◆ EXERCISE:
Only the lines from the start of the data to the line containing "width:22px; height:22px; translate:-50%", both included, should be output, exactly and without pictures.
SOURCE INFORMATION Start Marker
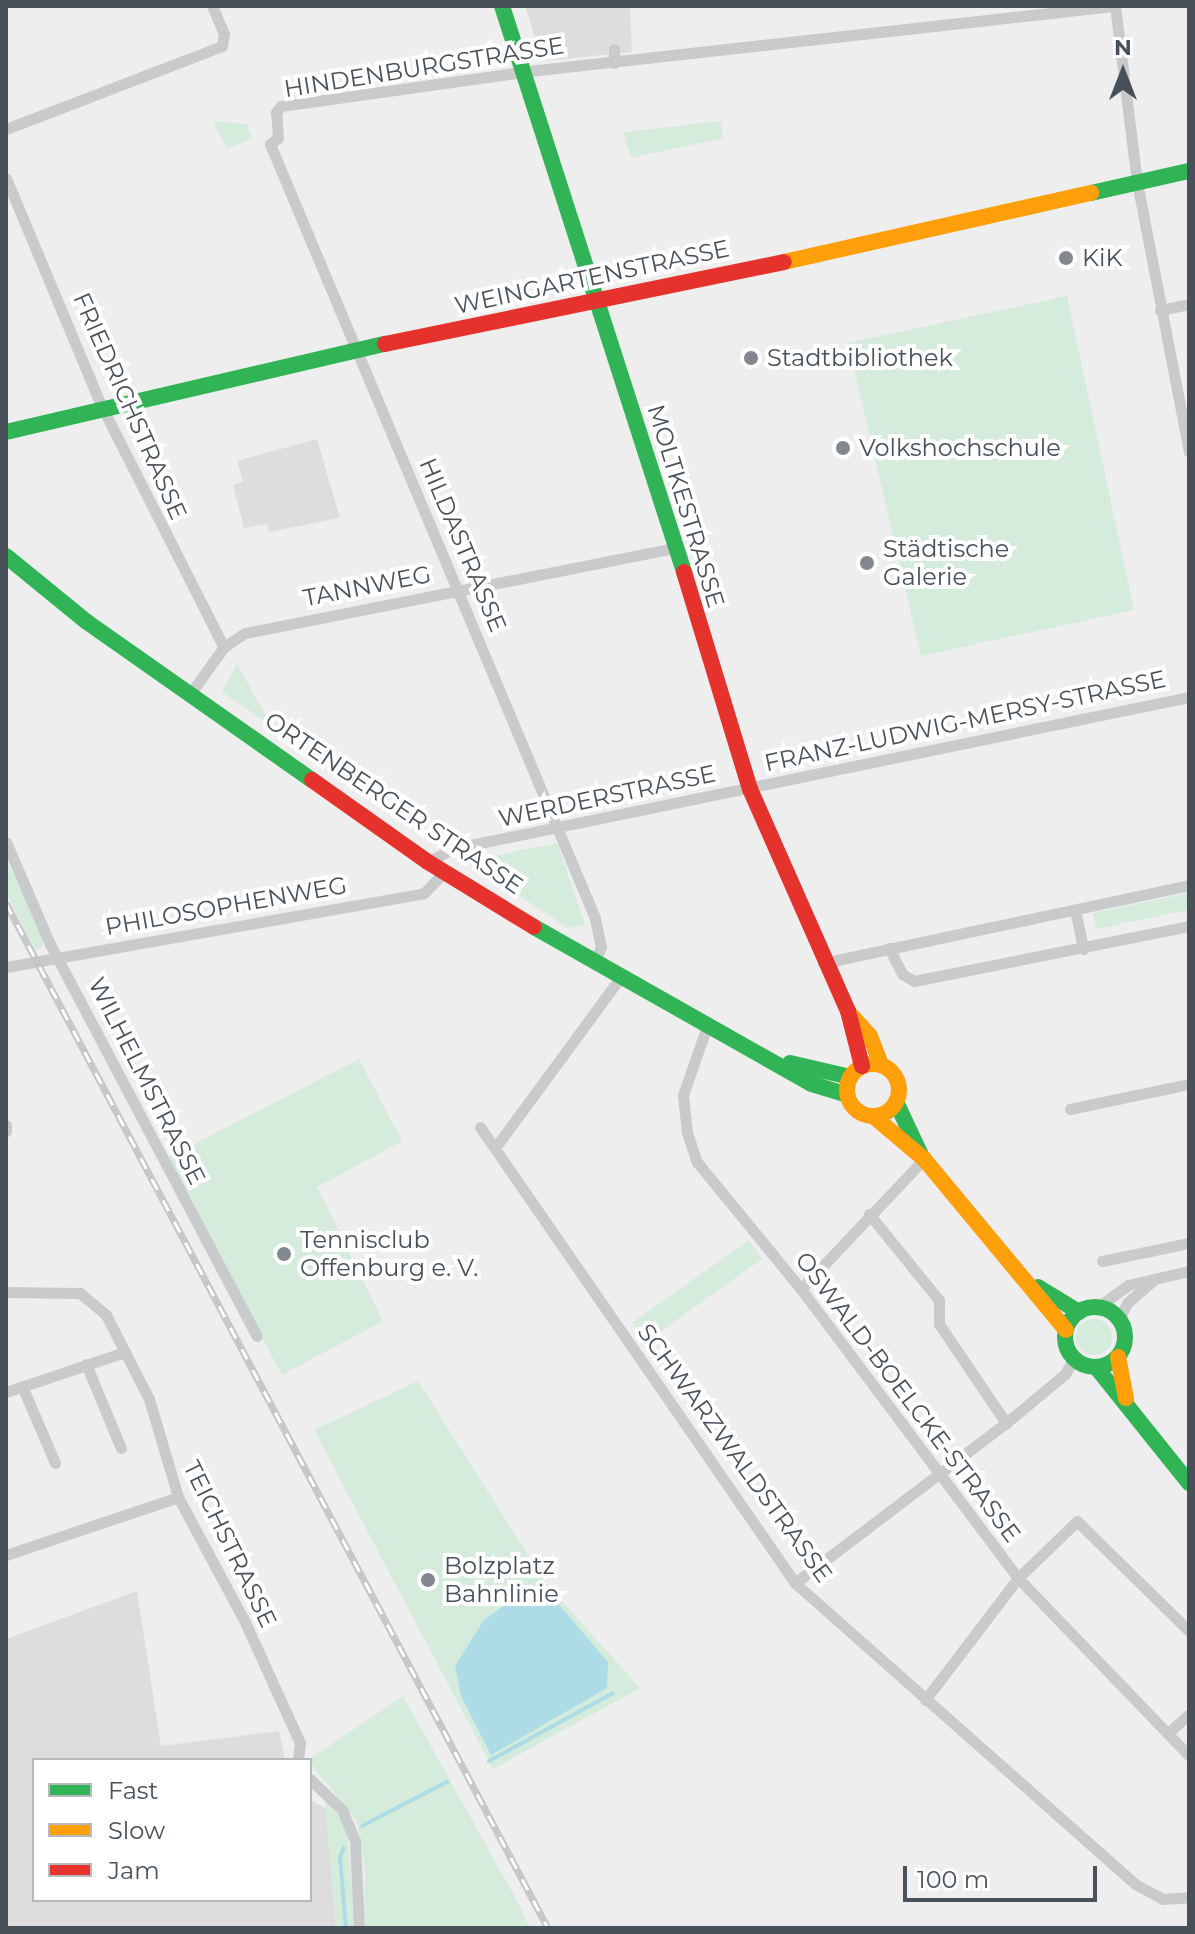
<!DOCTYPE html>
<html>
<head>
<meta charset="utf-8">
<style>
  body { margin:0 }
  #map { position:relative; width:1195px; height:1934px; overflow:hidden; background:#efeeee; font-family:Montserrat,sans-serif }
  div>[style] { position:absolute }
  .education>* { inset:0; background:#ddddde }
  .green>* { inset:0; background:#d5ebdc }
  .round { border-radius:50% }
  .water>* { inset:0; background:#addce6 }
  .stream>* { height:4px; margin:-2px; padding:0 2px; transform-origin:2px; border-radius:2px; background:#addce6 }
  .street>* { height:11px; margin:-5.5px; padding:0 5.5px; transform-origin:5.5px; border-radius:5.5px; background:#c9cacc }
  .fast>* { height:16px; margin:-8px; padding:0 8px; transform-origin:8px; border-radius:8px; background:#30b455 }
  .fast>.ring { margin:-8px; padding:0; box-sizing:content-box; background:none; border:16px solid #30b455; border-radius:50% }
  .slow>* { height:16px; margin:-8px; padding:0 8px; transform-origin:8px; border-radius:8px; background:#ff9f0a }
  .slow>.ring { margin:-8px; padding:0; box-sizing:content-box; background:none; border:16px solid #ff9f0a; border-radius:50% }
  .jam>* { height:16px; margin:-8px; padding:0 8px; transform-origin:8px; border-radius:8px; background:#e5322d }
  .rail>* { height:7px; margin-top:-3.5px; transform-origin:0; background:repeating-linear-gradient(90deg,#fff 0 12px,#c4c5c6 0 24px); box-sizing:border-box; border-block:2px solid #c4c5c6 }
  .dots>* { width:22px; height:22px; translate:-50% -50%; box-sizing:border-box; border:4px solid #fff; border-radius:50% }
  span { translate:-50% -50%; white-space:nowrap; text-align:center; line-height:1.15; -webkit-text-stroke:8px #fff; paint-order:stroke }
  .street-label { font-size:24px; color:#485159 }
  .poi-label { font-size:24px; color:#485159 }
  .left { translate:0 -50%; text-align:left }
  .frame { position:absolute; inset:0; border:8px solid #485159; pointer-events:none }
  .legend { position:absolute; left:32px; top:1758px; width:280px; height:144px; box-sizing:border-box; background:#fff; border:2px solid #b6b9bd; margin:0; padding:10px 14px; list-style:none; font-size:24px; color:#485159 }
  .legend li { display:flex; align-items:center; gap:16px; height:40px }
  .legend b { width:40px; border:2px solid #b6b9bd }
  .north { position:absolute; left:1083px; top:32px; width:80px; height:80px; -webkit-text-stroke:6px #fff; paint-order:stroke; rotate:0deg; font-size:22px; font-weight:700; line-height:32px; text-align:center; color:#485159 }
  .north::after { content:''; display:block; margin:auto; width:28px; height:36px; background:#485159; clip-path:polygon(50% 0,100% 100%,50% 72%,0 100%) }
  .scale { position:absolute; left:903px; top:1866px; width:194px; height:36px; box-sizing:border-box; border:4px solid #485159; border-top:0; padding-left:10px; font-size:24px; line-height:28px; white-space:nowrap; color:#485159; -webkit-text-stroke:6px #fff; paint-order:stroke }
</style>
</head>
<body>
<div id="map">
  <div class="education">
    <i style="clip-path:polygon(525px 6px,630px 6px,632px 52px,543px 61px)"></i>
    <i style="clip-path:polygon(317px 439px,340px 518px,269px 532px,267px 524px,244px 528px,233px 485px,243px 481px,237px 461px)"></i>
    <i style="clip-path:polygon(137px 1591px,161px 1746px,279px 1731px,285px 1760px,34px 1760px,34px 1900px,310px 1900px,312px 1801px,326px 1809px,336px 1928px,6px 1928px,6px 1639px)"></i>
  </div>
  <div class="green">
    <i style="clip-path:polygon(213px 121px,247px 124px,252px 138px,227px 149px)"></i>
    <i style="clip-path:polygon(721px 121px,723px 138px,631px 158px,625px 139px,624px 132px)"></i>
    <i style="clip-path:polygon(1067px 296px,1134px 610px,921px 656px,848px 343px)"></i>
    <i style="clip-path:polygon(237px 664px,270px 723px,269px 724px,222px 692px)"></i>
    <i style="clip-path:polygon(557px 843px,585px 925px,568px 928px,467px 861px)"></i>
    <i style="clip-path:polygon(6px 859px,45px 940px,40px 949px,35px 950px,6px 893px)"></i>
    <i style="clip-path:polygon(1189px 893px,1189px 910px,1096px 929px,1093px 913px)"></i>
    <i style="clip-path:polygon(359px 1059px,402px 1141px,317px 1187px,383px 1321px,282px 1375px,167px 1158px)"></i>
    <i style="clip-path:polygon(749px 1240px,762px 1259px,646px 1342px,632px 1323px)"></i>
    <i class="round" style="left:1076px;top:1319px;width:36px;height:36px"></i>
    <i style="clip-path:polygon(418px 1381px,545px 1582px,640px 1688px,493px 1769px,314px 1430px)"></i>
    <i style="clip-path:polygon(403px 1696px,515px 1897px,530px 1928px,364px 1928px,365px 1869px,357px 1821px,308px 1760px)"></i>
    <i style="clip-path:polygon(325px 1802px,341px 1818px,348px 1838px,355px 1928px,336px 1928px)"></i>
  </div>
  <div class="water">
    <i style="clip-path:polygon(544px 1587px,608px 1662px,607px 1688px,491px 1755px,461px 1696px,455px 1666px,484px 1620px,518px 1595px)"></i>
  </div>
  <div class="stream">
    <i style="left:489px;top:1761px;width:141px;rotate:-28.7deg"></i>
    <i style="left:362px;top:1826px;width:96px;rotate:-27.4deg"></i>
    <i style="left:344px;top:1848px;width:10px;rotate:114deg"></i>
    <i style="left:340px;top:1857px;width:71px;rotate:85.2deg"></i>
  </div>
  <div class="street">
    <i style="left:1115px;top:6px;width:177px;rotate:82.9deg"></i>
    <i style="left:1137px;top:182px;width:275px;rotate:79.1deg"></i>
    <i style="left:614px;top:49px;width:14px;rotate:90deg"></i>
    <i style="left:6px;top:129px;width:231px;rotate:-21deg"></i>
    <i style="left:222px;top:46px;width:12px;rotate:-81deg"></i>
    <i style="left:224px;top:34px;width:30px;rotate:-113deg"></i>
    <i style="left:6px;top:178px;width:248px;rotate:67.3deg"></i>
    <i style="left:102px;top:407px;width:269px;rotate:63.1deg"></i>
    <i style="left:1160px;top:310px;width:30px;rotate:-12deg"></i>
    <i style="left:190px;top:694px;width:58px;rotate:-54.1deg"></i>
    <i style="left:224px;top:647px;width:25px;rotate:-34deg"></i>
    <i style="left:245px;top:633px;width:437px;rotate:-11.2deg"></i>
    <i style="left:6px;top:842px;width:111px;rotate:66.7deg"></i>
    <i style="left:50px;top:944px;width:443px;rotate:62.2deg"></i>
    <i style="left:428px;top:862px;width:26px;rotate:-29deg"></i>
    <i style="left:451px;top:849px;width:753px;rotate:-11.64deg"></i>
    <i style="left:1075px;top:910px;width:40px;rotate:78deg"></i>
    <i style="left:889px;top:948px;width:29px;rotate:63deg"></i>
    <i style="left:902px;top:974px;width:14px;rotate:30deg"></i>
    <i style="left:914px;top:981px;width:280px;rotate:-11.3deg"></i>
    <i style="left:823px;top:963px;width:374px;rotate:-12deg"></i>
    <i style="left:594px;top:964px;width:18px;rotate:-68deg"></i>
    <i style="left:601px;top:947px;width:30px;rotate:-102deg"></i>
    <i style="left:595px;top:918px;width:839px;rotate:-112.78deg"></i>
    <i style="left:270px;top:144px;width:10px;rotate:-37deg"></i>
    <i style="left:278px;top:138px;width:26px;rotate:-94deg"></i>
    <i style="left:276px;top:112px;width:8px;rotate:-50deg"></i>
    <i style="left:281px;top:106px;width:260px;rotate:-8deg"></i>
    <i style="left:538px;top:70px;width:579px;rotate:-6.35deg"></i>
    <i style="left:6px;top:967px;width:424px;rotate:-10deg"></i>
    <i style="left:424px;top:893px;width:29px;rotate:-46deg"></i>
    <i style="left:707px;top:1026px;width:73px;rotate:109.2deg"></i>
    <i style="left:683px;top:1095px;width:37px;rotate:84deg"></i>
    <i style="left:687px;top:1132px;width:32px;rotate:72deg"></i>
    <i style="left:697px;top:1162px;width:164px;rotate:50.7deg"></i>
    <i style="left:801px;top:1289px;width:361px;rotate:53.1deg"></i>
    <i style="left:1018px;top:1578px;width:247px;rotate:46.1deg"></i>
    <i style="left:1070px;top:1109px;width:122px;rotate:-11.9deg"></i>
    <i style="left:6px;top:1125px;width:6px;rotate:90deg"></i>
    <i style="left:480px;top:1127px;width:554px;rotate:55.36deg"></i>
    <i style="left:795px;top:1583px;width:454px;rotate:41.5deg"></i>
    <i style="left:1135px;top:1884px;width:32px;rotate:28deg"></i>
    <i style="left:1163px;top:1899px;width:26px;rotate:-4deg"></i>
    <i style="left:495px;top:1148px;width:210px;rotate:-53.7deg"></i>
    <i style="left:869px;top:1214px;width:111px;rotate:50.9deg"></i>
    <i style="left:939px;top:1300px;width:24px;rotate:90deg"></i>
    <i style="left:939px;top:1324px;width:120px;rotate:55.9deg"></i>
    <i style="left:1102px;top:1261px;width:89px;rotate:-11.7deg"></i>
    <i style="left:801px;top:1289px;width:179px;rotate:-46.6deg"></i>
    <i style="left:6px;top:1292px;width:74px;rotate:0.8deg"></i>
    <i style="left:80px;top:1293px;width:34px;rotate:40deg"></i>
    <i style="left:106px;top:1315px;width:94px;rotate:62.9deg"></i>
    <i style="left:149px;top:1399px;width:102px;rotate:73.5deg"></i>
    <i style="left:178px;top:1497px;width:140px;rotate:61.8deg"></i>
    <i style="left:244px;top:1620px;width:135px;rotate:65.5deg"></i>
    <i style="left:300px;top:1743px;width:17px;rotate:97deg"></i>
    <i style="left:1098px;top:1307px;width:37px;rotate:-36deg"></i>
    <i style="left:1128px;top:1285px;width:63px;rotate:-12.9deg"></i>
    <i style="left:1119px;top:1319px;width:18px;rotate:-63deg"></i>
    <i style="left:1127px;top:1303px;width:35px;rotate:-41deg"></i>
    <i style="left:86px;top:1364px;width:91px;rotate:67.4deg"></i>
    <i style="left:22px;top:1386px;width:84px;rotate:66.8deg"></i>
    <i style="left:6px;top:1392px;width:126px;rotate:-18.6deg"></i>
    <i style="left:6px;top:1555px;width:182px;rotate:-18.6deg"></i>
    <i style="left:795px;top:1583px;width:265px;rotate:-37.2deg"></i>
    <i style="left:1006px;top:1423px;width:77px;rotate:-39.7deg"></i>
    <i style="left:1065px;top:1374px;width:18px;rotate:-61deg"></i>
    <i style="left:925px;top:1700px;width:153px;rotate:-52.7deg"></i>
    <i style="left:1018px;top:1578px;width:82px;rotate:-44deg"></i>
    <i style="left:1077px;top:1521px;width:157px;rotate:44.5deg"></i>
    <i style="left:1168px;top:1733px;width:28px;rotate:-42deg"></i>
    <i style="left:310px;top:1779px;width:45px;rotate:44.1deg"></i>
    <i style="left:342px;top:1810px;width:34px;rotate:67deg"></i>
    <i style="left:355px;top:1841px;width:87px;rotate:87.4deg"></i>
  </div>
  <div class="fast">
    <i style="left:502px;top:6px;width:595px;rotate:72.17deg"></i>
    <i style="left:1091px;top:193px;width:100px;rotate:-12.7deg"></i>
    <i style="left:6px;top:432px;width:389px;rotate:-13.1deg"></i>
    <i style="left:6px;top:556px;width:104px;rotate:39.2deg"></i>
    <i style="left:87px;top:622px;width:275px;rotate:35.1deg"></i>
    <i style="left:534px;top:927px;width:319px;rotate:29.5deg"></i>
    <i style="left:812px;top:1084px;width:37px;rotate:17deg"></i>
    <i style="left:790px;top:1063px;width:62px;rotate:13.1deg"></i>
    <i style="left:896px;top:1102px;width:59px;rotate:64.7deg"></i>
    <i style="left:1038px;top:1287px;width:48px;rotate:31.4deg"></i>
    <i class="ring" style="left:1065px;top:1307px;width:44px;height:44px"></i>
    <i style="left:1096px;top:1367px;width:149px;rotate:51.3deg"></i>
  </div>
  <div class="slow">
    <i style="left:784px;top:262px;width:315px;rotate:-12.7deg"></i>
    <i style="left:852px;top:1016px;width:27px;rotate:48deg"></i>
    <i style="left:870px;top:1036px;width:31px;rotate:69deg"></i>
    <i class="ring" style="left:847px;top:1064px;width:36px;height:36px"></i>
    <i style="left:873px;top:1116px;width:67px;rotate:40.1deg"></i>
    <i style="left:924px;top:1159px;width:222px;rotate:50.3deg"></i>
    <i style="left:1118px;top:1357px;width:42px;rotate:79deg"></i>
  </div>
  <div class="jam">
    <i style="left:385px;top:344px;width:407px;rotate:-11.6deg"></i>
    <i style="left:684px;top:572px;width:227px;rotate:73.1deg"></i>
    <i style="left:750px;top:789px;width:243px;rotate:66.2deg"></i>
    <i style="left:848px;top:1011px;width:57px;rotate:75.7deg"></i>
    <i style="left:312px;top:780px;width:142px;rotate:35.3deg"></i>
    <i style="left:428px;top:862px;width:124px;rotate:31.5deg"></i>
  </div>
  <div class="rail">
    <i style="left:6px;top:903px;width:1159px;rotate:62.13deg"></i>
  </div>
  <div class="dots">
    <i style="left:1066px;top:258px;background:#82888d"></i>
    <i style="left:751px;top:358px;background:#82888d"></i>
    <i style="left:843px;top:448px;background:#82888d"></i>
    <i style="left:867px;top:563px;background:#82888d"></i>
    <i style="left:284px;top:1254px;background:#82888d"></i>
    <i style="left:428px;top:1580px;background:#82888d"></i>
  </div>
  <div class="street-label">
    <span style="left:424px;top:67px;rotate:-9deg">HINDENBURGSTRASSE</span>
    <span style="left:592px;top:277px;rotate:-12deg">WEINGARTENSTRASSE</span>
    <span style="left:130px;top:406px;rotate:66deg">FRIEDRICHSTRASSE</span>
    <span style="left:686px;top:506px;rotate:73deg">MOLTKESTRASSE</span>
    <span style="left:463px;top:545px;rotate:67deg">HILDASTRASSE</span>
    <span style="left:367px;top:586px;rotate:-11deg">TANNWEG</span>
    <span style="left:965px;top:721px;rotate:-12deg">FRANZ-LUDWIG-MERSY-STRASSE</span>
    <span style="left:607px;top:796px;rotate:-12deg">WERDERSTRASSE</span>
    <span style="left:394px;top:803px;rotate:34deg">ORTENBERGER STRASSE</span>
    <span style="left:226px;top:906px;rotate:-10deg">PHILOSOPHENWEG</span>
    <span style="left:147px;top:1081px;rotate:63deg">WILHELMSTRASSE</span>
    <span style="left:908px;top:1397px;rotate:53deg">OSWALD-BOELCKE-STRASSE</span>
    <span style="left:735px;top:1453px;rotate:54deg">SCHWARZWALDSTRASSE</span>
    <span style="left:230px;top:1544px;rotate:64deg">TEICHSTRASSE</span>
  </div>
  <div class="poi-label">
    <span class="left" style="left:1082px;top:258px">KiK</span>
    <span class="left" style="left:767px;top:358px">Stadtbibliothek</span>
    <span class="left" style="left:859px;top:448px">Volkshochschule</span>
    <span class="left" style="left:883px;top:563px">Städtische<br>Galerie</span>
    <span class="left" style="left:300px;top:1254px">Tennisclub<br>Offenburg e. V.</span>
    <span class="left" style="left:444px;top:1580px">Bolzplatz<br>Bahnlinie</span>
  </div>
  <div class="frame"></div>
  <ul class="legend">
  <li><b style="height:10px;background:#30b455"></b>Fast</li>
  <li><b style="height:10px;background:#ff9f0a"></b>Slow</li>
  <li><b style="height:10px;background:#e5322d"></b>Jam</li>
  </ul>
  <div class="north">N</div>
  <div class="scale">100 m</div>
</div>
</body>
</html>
SOURCE INFORMATION End Marker
◆ OUTPUT FOR THIS EXERCISE:
<!DOCTYPE html>
<html>
<head>
<meta charset="utf-8">
<style>
  body { margin:0 }
  #map { position:relative; width:1195px; height:1934px; overflow:hidden; background:#efeeee; font-family:Montserrat,sans-serif }
  div>[style] { position:absolute }
  .education>* { inset:0; background:#ddddde }
  .green>* { inset:0; background:#d5ebdc }
  .round { border-radius:50% }
  .water>* { inset:0; background:#addce6 }
  .stream>* { height:4px; margin:-2px; padding:0 2px; transform-origin:2px; border-radius:2px; background:#addce6 }
  .street>* { height:11px; margin:-5.5px; padding:0 5.5px; transform-origin:5.5px; border-radius:5.5px; background:#c9cacc }
  .fast>* { height:16px; margin:-8px; padding:0 8px; transform-origin:8px; border-radius:8px; background:#30b455 }
  .fast>.ring { margin:-8px; padding:0; box-sizing:content-box; background:none; border:16px solid #30b455; border-radius:50% }
  .slow>* { height:16px; margin:-8px; padding:0 8px; transform-origin:8px; border-radius:8px; background:#ff9f0a }
  .slow>.ring { margin:-8px; padding:0; box-sizing:content-box; background:none; border:16px solid #ff9f0a; border-radius:50% }
  .jam>* { height:16px; margin:-8px; padding:0 8px; transform-origin:8px; border-radius:8px; background:#e5322d }
  .rail>* { height:7px; margin-top:-3.5px; transform-origin:0; background:repeating-linear-gradient(90deg,#fff 0 12px,#c4c5c6 0 24px); box-sizing:border-box; border-block:2px solid #c4c5c6 }
  .dots>* { width:22px; height:22px; translate:-50% -50%; box-sizing:border-box; border:4px solid #fff; border-radius:50% }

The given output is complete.